_Work to be completed:_ Set down each line of the material that follows, exactly, with no pictures.

_Dataset excerpt:_
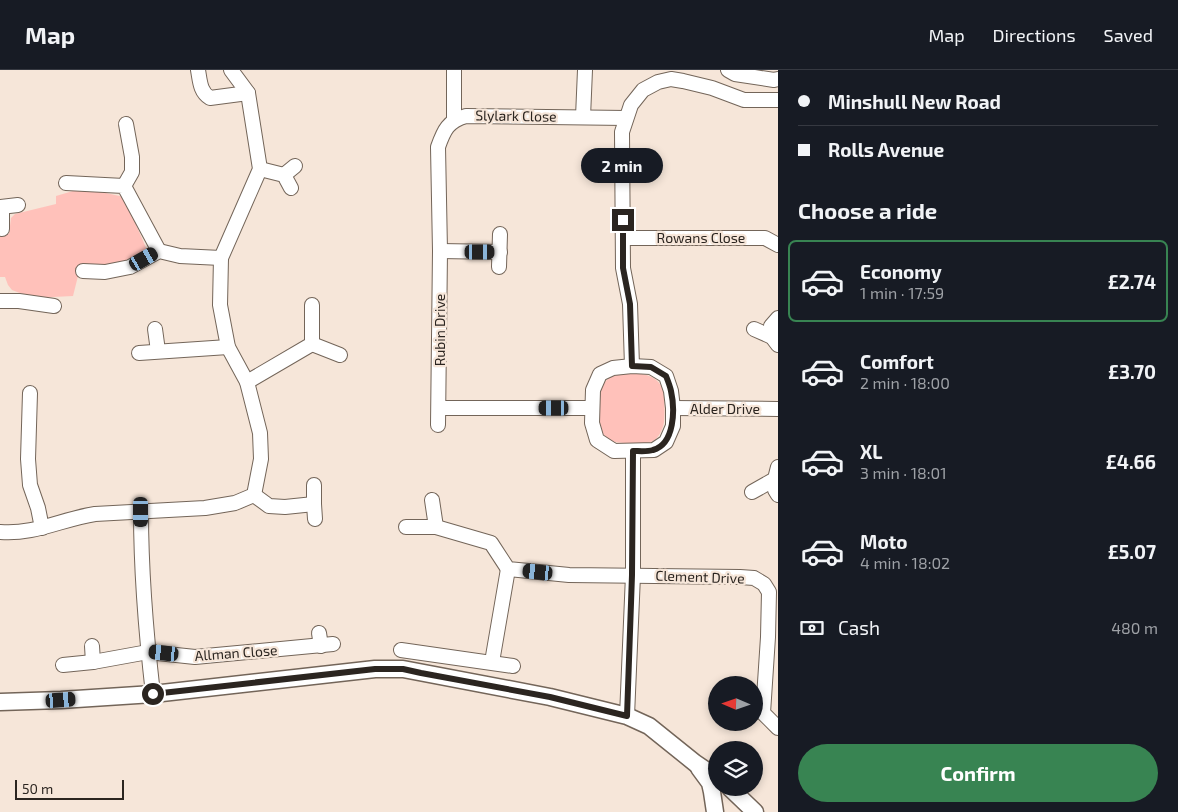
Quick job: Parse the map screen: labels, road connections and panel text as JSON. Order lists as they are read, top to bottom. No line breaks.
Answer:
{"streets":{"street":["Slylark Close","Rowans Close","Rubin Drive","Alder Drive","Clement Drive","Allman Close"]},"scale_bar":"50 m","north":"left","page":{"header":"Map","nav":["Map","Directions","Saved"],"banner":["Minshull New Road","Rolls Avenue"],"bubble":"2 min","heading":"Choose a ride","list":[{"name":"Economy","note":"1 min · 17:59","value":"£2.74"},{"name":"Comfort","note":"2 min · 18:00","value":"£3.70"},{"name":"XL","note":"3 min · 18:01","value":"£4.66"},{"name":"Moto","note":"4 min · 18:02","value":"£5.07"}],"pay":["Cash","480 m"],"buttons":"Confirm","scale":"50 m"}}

_Solution to this problem:_
Quick job: Parse the map screen: labels, road connections and panel text as JSON. Order lists as they are read, top to bottom. No line breaks.
Answer:
{"streets":{"street":["Slylark Close","Rowans Close","Rubin Drive","Alder Drive","Clement Drive","Allman Close"]},"scale_bar":"50 m","north":"left","page":{"header":"Map","nav":["Map","Directions","Saved"],"banner":["Minshull New Road","Rolls Avenue"],"bubble":"2 min","heading":"Choose a ride","list":[{"name":"Economy","note":"1 min · 17:59","value":"£2.74"},{"name":"Comfort","note":"2 min · 18:00","value":"£3.70"},{"name":"XL","note":"3 min · 18:01","value":"£4.66"},{"name":"Moto","note":"4 min · 18:02","value":"£5.07"}],"pay":["Cash","480 m"],"buttons":"Confirm","scale":"50 m"}}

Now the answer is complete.